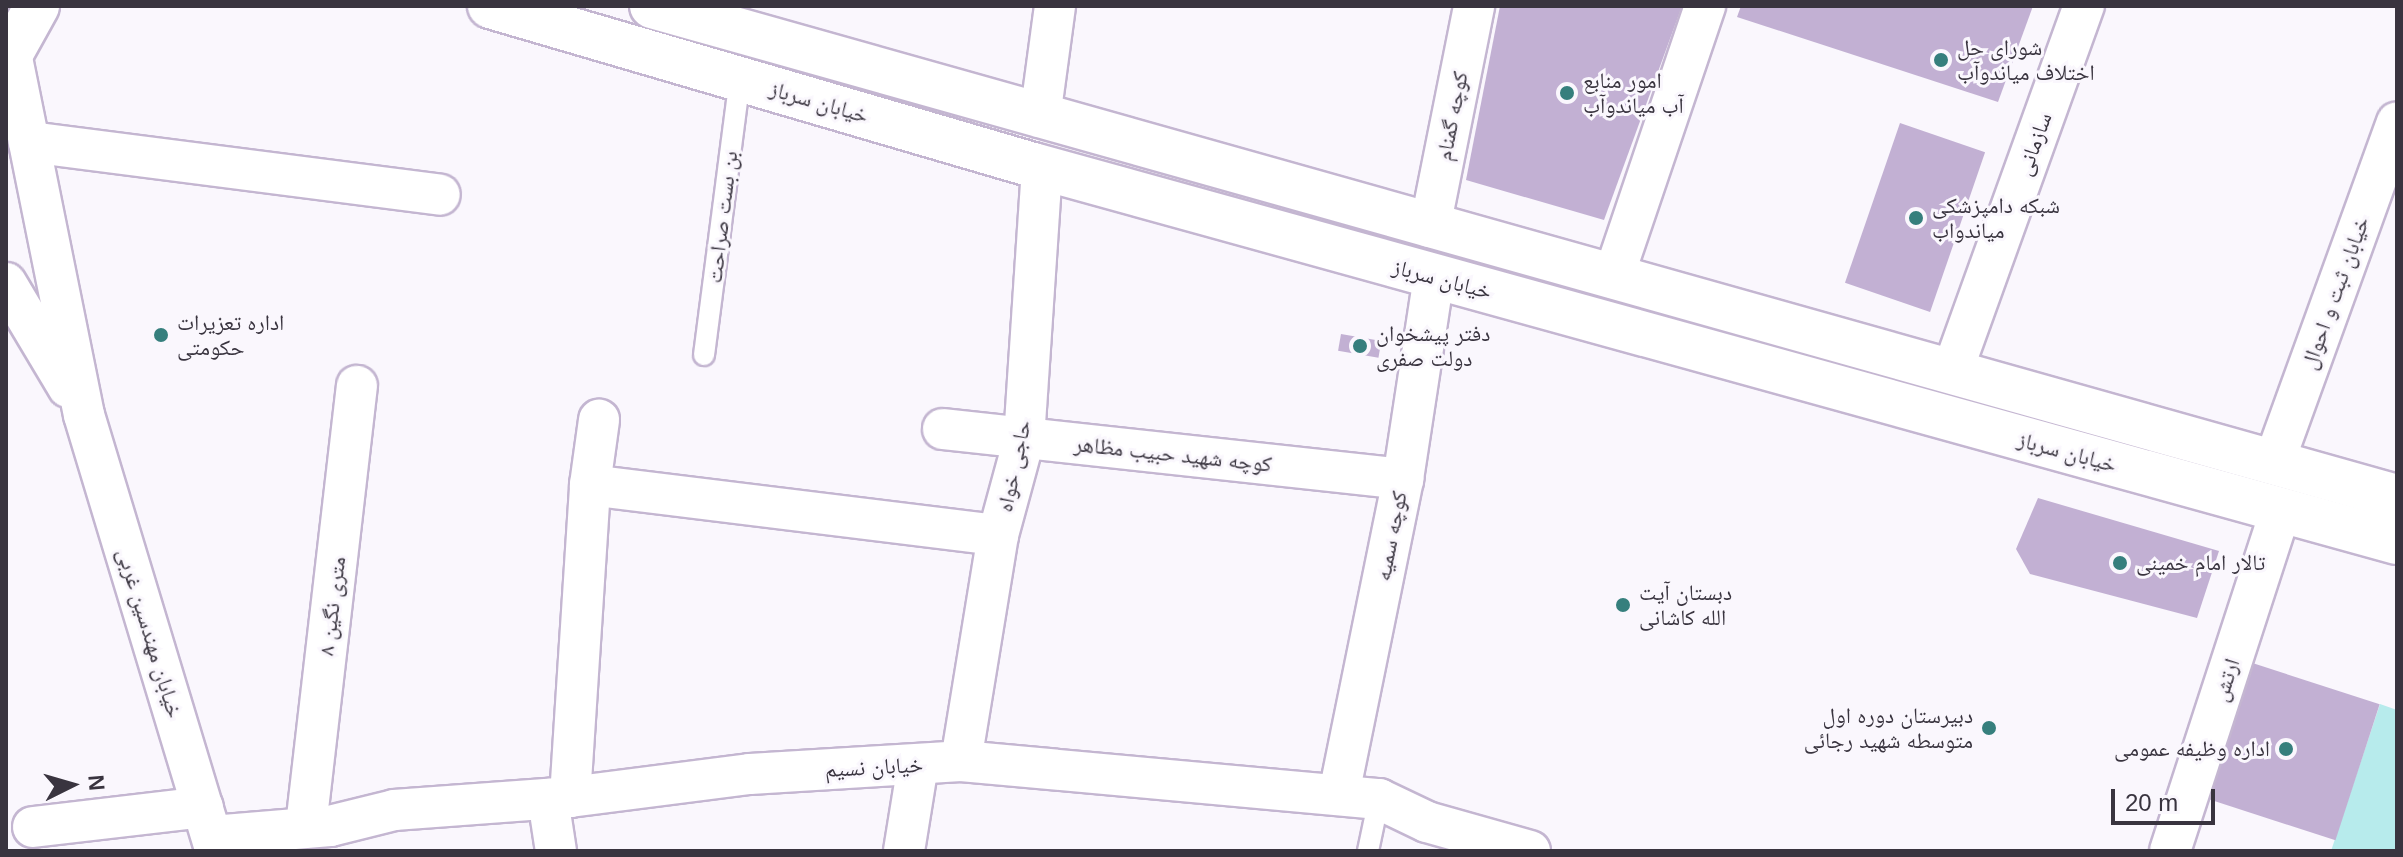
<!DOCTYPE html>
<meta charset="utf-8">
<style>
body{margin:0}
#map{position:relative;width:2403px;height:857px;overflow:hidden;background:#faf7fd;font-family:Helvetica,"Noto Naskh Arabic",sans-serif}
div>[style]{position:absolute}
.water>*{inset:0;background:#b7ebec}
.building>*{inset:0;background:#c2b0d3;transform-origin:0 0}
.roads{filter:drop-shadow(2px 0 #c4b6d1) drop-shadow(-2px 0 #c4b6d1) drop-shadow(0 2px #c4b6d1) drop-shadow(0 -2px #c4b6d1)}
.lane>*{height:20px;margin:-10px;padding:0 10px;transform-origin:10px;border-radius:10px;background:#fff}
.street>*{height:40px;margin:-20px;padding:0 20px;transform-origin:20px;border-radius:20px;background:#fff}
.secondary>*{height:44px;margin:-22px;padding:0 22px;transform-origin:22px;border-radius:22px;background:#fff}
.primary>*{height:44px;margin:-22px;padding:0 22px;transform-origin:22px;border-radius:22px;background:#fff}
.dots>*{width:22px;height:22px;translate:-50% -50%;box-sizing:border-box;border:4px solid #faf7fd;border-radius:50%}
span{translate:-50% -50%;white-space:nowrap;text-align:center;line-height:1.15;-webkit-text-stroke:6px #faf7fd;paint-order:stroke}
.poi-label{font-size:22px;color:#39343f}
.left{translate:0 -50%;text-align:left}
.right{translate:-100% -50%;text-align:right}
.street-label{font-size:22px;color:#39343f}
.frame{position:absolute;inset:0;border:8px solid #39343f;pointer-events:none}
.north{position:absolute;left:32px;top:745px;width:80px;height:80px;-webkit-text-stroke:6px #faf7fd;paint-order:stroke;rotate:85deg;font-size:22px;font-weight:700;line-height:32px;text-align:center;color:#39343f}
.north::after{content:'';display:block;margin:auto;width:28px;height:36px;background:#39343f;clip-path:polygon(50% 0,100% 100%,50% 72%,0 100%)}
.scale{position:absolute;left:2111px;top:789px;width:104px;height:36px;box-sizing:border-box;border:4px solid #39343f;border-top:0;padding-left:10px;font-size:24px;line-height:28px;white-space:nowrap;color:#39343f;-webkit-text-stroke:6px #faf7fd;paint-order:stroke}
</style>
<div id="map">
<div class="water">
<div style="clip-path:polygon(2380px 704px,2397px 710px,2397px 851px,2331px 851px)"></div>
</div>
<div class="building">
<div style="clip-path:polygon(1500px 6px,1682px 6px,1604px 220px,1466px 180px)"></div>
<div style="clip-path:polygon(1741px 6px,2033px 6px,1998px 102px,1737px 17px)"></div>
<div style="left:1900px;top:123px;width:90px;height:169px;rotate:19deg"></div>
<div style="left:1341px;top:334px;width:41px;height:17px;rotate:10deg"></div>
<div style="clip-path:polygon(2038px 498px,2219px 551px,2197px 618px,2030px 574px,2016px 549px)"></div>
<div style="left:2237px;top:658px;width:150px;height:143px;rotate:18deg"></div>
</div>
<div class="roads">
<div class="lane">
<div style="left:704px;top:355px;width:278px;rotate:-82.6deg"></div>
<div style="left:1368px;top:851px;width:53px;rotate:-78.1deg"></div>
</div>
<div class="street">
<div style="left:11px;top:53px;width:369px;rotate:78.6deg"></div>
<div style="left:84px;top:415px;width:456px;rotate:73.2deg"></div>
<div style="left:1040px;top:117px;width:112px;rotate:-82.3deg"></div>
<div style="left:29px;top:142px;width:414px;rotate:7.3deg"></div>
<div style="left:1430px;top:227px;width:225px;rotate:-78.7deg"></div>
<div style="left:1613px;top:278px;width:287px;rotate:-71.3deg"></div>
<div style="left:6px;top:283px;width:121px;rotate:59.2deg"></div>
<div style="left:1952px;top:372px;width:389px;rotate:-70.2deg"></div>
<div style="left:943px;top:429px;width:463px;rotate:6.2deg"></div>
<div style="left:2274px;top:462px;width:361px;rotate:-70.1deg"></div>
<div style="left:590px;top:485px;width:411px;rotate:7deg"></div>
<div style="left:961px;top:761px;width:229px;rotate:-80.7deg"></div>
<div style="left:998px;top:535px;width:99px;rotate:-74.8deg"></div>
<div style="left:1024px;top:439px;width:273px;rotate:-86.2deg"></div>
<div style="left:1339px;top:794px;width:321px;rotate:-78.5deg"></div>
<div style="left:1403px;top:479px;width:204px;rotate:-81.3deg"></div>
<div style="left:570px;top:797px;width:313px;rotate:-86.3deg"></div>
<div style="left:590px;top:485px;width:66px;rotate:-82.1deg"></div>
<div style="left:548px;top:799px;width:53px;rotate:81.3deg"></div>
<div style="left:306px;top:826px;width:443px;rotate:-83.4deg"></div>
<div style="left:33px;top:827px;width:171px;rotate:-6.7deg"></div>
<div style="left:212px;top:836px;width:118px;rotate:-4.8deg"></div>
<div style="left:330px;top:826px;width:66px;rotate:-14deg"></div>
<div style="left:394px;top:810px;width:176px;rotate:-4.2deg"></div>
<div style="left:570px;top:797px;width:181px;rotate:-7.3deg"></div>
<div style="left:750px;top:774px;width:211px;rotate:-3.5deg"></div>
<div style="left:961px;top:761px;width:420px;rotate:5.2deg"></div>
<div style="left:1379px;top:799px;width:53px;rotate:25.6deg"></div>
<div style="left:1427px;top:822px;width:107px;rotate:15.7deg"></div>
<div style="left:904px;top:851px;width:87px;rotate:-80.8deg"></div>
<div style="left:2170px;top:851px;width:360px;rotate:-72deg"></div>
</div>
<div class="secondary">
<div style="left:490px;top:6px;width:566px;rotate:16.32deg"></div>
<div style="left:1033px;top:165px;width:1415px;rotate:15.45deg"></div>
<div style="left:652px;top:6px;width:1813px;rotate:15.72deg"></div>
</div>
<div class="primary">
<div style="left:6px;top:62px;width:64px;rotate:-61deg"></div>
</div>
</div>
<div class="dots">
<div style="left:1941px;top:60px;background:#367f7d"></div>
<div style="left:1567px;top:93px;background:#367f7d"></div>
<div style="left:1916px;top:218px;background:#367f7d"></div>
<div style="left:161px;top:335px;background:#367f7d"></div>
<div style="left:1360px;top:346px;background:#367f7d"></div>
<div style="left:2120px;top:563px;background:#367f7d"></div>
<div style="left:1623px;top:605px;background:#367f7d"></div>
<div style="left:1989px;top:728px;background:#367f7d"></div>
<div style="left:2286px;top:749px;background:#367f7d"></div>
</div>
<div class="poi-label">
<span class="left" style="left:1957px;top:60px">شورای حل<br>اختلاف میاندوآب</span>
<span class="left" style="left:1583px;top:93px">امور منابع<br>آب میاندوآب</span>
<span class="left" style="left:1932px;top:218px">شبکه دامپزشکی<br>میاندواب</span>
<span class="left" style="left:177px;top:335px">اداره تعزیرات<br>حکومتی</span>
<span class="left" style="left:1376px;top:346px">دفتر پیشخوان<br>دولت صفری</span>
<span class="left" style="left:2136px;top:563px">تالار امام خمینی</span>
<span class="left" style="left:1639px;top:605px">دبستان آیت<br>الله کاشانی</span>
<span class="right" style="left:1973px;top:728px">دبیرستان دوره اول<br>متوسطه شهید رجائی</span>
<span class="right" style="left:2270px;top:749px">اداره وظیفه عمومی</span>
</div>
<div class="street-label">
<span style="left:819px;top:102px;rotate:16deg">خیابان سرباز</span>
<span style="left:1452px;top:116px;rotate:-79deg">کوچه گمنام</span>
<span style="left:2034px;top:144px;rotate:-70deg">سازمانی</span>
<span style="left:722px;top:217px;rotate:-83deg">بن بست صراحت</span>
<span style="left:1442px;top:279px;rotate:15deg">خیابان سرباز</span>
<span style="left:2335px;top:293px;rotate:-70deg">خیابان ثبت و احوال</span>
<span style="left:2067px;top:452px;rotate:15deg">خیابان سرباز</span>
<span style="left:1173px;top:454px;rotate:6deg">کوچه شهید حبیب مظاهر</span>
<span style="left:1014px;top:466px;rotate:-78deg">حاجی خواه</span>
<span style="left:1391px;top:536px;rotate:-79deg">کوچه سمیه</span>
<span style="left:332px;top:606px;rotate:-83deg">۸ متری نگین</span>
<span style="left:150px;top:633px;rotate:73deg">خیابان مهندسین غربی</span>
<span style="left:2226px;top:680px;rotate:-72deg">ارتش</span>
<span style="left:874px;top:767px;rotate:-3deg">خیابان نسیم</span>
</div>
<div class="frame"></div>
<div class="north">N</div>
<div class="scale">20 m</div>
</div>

★ ★ ★ ★ ★ ★ ★

*TASK ITEM:* If a line in the listing contains "frame", it counts. Say how many lines count, with no other words.

*RESULT FOR THIS TASK:* 2